◆ Brief ◆
Bring together every line in the data that includes "チューリップ通り".
+-------+
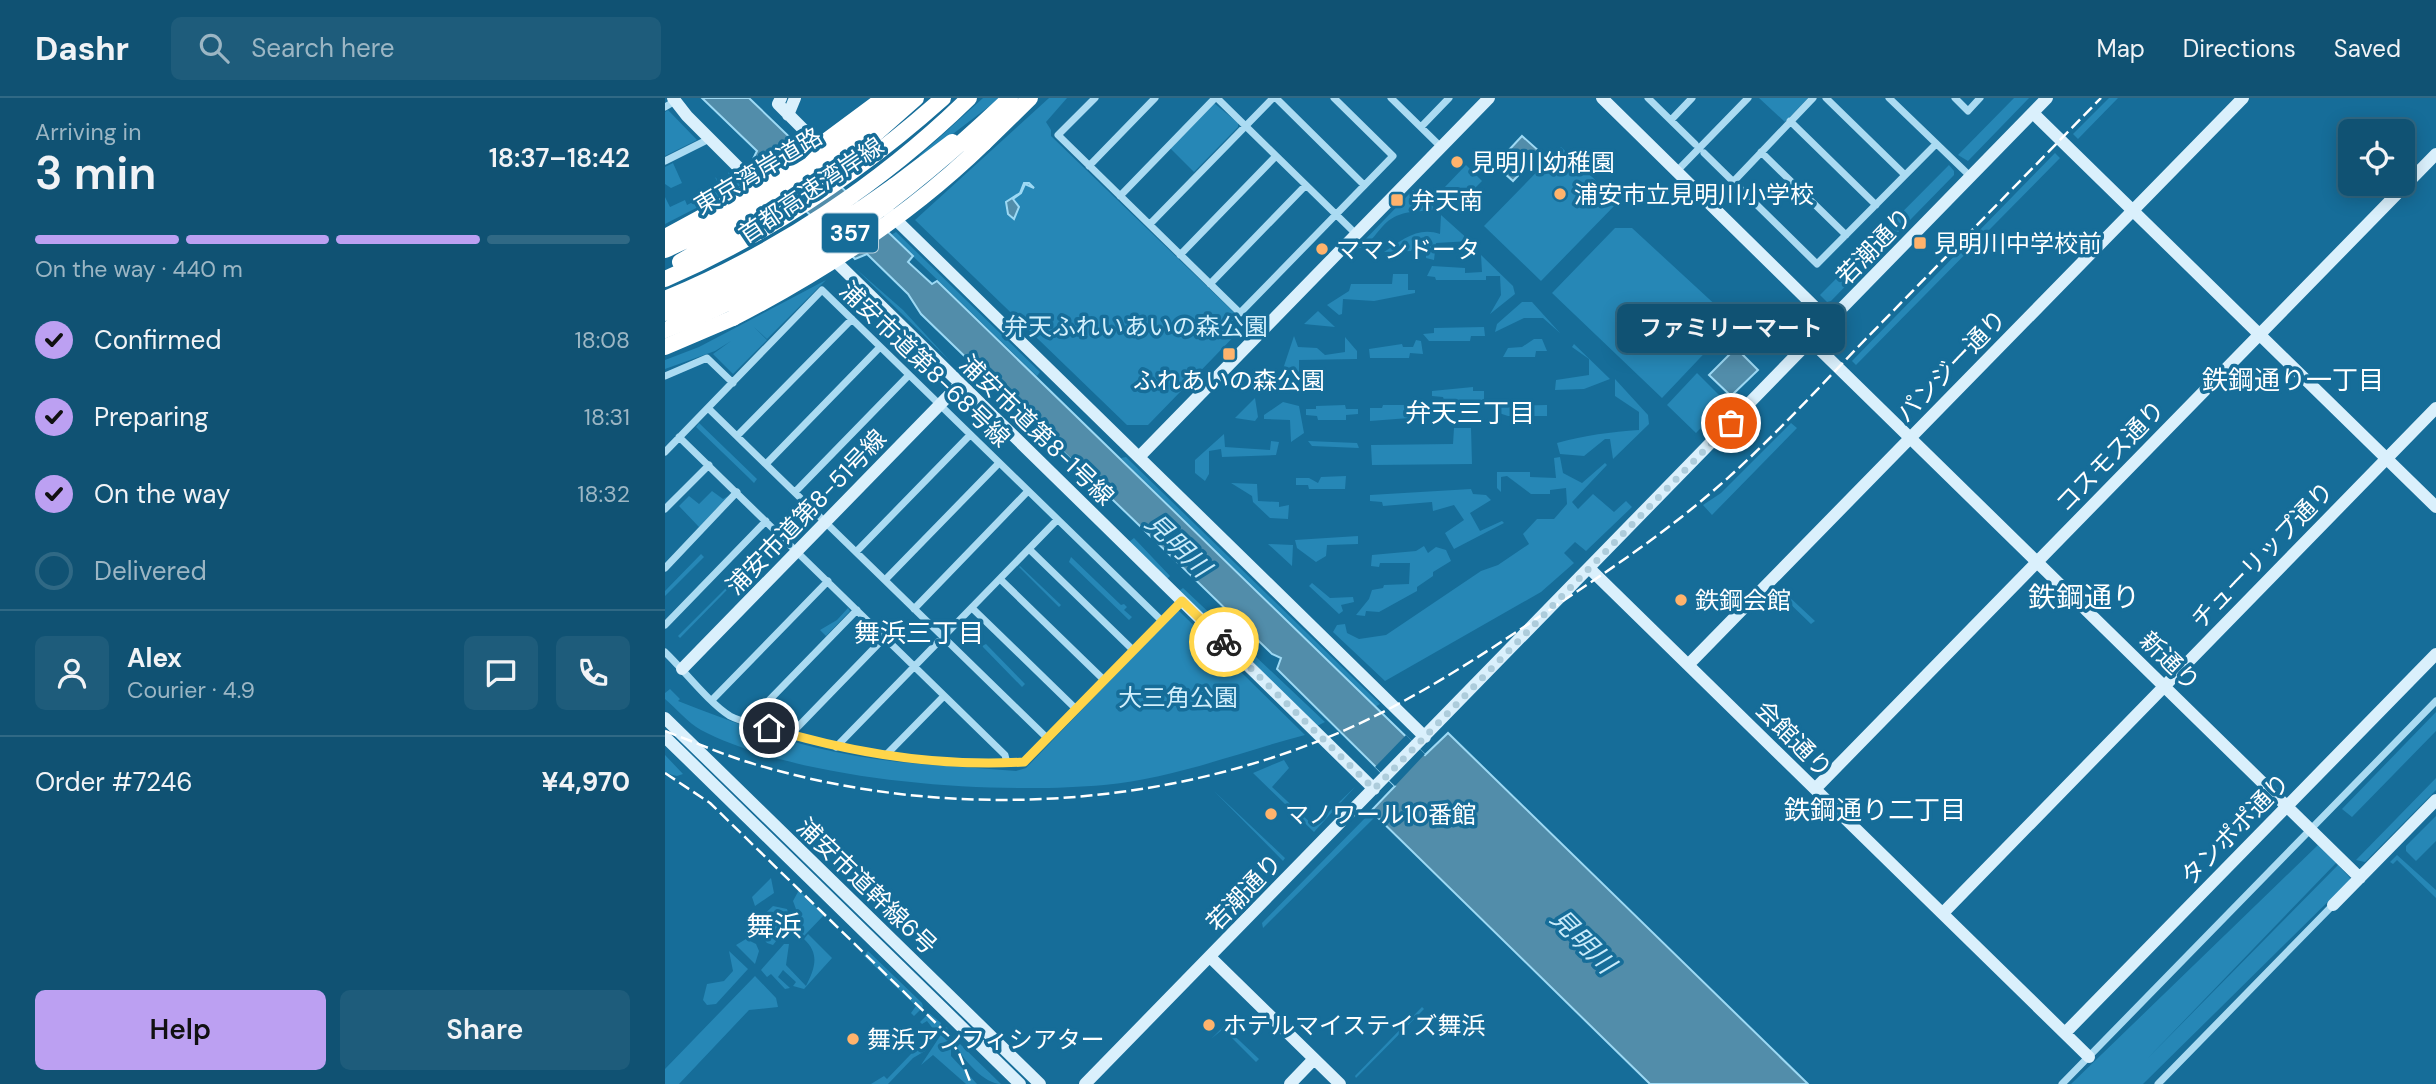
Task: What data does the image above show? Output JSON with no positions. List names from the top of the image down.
{
  "streets": {
    "highway": ["東京湾岸道路", "首都高速湾岸線", "357"],
    "street": [
      "若潮通り",
      "浦安市道第8-68号線",
      "パンジー通り",
      "浦安市道第8-1号線",
      "コスモス通り",
      "浦安市道第8-51号線",
      "チューリップ通り",
      "新通り",
      "会館通り",
      "タンポポ通り",
      "浦安市道幹線6号"
    ]
  },
  "crossings": [
    ["若潮通り", "浦安市道第8-1号線"],
    ["若潮通り", "新通り"],
    ["若潮通り", "会館通り"],
    ["浦安市道第8-68号線", "浦安市道第8-51号線"],
    ["パンジー通り", "新通り"],
    ["パンジー通り", "会館通り"],
    ["浦安市道第8-1号線", "浦安市道第8-51号線"],
    ["コスモス通り", "新通り"],
    ["コスモス通り", "会館通り"],
    ["チューリップ通り", "新通り"],
    ["チューリップ通り", "会館通り"],
    ["新通り", "タンポポ通り"],
    ["会館通り", "タンポポ通り"]
  ],
  "districts": [
    "鉄鋼通り一丁目",
    "弁天三丁目",
    "鉄鋼通り",
    "舞浜三丁目",
    "鉄鋼通り二丁目",
    "舞浜"
  ],
  "water": ["見明川"],
  "parks": ["弁天ふれいあいの森公園", "大三角公園"],
  "places": {
    "other": [
      "見明川幼稚園",
      "浦安市立見明川小学校",
      "ママンドータ",
      "ファミリーマート",
      "鉄鋼会館",
      "マノワール10番館",
      "ホテルマイステイズ舞浜",
      "舞浜アンフィシアター"
    ],
    "transit": ["弁天南", "見明川中学校前", "ふれあいの森公園"]
  },
  "page": {
    "header": "Dashr",
    "search": "Search here",
    "nav": ["Map", "Directions", "Saved"],
    "heading": ["3 min", "Arriving in", "18:37–18:42"],
    "panel": [
      "Alex",
      "Courier · 4.9",
      "Order #7246",
      "¥4,970"
    ],
    "bar": "On the way · 440 m",
    "list": [
      ["Confirmed", "18:08"],
      ["Preparing", "18:31"],
      ["On the way", "18:32"],
      "Delivered"
    ],
    "bubble": "ファミリーマート",
    "buttons": ["Help", "Share"]
  }
}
+-------+
◆ Solution for this exercise ◆
      "チューリップ通り",
    ["チューリップ通り", "新通り"],
    ["チューリップ通り", "会館通り"],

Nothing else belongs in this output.